··· Provided data ···

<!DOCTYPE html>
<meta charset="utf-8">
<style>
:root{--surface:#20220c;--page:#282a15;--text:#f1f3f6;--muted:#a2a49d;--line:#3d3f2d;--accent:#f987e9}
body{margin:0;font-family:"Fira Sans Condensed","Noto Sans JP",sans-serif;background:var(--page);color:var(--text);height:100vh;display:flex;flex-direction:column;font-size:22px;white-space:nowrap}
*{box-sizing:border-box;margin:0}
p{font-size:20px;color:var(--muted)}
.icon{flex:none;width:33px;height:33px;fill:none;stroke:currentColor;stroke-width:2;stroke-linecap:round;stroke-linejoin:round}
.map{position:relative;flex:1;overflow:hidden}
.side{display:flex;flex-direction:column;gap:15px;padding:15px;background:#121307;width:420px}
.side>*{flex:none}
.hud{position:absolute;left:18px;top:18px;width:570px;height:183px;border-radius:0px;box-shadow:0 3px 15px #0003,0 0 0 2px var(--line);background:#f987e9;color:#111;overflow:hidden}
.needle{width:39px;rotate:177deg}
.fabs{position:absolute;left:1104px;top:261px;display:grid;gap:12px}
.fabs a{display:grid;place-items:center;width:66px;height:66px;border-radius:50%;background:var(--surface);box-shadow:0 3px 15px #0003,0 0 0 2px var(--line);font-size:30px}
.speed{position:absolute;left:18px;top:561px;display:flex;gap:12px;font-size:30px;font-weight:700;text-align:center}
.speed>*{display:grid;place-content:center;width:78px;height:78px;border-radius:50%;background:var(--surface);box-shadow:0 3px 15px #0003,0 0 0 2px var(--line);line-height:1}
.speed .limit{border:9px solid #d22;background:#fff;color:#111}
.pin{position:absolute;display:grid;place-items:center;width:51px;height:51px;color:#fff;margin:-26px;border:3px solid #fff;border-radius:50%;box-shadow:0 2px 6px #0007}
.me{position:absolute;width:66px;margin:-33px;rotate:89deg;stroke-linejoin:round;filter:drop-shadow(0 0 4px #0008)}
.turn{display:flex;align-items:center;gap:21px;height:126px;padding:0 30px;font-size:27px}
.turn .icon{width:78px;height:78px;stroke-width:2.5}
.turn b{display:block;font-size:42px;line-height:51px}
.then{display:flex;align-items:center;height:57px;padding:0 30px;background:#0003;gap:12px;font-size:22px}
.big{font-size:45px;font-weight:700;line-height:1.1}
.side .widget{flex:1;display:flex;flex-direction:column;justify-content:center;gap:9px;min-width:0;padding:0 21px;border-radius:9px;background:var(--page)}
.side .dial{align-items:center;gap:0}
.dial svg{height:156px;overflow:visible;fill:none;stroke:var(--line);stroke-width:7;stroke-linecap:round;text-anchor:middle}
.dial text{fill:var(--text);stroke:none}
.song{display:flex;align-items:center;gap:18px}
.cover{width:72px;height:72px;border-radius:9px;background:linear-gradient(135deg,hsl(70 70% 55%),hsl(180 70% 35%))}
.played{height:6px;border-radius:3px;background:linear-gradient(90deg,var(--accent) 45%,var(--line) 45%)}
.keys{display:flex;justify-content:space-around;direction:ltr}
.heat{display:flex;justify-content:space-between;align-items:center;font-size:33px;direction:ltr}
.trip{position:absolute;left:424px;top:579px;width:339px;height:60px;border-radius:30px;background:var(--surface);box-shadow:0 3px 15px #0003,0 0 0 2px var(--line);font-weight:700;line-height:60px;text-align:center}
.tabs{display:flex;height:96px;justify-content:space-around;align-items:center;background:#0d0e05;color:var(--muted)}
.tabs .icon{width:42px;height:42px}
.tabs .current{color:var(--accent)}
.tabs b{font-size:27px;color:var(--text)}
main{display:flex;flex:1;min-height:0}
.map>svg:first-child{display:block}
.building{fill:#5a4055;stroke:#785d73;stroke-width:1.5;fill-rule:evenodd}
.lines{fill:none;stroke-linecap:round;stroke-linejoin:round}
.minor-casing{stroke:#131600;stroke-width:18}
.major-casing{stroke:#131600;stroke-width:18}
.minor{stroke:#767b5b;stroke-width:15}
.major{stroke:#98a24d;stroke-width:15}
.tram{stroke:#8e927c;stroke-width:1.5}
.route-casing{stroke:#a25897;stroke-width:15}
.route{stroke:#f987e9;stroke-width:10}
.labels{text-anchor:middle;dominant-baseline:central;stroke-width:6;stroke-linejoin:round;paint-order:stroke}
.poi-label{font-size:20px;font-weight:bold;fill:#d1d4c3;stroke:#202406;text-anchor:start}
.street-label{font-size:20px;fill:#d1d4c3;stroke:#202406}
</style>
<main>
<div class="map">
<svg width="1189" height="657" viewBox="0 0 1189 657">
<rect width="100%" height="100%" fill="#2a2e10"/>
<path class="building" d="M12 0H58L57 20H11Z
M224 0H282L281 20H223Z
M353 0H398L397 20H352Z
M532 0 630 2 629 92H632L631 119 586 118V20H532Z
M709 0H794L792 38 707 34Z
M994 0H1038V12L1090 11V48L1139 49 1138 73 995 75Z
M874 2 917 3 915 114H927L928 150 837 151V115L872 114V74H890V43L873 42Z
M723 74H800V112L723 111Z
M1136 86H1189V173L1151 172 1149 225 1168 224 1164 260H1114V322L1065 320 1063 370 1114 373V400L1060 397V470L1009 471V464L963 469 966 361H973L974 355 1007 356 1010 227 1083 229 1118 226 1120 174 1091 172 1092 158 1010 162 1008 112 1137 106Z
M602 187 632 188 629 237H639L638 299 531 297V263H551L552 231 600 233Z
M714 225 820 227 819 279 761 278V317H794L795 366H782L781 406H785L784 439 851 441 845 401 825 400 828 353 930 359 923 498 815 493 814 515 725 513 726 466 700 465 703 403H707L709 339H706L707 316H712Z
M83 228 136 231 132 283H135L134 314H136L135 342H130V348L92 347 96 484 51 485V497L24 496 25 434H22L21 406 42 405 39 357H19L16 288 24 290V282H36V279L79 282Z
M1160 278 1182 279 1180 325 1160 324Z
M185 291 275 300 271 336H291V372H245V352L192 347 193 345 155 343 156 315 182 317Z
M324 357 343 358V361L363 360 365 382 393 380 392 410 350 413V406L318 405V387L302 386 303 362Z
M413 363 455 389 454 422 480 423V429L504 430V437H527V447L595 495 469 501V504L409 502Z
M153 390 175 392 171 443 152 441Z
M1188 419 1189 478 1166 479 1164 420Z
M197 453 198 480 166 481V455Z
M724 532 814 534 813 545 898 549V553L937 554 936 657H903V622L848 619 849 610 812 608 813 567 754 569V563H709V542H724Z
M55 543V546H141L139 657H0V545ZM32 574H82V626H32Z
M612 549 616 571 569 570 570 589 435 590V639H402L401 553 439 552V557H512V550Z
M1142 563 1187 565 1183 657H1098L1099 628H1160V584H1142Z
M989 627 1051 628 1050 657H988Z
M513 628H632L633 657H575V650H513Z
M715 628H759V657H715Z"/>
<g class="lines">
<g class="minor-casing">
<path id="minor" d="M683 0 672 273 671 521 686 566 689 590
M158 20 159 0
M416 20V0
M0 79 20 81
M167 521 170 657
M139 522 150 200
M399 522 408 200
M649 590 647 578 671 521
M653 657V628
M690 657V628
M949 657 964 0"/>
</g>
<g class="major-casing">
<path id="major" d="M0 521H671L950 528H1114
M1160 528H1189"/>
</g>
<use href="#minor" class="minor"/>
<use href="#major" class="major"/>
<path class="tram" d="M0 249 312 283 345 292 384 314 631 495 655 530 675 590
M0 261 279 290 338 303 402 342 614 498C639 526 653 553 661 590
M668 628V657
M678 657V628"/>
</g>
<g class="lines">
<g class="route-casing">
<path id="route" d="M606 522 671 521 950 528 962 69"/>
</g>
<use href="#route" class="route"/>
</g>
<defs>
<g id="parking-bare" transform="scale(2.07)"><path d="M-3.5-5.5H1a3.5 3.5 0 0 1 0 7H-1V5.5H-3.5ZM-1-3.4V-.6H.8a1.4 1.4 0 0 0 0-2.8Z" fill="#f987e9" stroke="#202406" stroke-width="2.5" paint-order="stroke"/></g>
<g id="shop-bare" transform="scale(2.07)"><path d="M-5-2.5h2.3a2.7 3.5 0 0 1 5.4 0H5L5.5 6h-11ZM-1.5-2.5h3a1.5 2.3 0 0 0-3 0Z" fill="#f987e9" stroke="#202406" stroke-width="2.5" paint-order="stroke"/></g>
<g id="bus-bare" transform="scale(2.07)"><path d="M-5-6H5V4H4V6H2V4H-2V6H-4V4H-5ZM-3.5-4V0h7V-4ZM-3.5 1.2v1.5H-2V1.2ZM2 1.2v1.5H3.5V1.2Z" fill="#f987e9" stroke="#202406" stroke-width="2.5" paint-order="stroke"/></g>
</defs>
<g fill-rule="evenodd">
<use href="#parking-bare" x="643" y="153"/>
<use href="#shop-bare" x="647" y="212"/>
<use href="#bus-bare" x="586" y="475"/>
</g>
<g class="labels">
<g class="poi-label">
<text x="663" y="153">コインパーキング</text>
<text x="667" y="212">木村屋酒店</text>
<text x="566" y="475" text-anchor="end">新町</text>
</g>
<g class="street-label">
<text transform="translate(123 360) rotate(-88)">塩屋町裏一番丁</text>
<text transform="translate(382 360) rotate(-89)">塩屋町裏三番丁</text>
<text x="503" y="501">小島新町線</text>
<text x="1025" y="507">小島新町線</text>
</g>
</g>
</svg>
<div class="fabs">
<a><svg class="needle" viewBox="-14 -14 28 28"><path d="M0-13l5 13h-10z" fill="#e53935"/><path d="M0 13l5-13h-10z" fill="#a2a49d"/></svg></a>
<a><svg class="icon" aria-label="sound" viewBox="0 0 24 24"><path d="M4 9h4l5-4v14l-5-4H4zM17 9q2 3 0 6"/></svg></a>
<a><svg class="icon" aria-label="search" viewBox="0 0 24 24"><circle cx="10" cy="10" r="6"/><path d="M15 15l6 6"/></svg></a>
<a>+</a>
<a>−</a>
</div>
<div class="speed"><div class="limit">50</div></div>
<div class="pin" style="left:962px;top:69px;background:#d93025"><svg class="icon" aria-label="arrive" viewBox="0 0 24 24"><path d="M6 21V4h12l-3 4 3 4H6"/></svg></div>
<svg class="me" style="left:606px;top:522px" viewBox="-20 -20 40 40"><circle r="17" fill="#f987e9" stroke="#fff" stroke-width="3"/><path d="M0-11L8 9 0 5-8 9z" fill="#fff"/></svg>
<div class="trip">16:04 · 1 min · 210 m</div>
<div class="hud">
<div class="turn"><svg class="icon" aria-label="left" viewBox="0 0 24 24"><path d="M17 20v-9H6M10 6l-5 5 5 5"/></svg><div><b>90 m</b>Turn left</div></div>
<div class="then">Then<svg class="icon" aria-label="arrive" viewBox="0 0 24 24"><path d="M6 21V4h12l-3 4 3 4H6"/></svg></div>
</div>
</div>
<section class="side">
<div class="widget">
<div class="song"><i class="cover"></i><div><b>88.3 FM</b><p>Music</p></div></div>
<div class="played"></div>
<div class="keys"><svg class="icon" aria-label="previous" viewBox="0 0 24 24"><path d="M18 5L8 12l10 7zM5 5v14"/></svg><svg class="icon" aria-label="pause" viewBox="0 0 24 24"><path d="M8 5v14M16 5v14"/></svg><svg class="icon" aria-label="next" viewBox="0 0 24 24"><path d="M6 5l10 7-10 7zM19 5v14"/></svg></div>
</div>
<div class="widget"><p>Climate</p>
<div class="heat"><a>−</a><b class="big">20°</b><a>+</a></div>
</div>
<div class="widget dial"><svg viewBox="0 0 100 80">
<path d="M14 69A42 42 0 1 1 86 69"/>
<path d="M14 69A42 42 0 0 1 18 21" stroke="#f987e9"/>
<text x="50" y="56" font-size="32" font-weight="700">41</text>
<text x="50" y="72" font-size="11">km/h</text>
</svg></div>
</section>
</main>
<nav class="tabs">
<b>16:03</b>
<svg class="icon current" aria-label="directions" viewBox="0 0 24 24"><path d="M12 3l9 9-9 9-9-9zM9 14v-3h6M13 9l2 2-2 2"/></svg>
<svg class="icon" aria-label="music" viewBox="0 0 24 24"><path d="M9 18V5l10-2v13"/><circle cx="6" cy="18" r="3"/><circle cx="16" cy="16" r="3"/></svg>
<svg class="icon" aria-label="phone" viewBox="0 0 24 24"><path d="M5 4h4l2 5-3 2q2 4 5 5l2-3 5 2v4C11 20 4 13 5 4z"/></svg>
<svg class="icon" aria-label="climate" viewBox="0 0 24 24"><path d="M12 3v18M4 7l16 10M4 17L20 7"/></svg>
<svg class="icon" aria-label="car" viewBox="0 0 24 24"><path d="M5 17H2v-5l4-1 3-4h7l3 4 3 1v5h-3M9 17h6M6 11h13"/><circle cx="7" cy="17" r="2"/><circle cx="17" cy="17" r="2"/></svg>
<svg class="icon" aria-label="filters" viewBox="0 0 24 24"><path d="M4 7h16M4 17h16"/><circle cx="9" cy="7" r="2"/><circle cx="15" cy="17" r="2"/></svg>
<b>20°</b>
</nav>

···

What you should do:
Pull every line containing the string "fabs" out of the data above and copy it.

Output of the exercise:
.fabs{position:absolute;left:1104px;top:261px;display:grid;gap:12px}
.fabs a{display:grid;place-items:center;width:66px;height:66px;border-radius:50%;background:var(--surface);box-shadow:0 3px 15px #0003,0 0 0 2px var(--line);font-size:30px}
<div class="fabs">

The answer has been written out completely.